Report each line of the data that includes the word "color".

:: Exercise input

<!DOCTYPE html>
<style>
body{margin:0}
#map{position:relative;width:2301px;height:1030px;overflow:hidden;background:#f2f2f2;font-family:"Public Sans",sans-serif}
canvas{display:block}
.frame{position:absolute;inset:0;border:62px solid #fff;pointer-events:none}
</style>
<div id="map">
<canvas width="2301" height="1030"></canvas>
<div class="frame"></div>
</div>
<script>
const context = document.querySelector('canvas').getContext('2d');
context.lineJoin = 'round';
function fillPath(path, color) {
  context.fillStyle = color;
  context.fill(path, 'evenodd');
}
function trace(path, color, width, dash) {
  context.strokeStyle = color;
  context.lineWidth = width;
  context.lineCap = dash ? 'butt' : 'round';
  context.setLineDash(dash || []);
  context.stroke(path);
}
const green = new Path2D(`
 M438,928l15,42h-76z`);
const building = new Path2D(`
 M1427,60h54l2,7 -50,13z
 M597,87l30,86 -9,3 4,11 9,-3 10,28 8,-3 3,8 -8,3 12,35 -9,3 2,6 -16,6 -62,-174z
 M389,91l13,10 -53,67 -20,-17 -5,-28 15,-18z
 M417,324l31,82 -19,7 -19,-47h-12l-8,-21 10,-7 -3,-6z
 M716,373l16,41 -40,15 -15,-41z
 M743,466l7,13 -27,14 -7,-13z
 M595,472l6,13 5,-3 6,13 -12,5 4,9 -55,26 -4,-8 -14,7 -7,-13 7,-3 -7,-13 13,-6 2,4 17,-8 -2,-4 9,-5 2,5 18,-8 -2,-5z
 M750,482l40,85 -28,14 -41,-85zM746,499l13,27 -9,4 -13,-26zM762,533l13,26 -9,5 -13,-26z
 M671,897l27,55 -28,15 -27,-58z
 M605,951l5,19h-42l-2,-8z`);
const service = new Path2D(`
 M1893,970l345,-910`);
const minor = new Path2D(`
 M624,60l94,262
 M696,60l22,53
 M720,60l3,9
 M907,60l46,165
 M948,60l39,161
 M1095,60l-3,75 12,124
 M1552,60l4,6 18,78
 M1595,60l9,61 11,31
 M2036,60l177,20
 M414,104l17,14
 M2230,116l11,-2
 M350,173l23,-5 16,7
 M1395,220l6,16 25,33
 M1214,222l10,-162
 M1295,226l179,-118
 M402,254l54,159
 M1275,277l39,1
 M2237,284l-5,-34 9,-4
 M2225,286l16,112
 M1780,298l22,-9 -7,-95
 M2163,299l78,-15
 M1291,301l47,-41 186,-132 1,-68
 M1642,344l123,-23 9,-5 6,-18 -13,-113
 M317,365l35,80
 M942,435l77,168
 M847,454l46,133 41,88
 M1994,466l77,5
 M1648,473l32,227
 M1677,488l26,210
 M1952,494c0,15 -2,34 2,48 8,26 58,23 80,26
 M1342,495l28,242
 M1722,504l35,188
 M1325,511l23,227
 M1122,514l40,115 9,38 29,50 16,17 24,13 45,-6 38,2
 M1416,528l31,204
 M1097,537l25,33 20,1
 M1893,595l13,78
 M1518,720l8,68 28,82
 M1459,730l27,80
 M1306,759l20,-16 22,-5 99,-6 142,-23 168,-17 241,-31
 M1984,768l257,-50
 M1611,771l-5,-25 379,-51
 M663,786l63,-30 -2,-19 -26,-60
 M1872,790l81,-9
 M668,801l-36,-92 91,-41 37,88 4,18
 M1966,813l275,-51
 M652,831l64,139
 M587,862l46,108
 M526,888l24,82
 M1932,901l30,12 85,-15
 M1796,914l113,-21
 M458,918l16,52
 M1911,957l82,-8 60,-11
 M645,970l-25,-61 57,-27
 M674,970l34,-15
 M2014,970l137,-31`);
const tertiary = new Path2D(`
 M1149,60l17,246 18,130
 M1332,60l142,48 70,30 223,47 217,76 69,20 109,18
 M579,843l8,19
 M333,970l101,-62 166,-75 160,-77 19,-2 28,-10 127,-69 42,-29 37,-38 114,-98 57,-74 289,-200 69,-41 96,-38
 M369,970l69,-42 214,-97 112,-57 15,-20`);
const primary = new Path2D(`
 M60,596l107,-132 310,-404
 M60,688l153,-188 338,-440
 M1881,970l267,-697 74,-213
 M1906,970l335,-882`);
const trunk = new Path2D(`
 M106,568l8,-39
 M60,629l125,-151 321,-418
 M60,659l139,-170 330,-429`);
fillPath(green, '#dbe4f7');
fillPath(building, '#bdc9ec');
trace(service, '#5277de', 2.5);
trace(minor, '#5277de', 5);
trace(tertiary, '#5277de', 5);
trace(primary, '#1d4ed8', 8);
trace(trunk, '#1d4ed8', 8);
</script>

::::

Task solution -
function fillPath(path, color) {
  context.fillStyle = color;
function trace(path, color, width, dash) {
  context.strokeStyle = color;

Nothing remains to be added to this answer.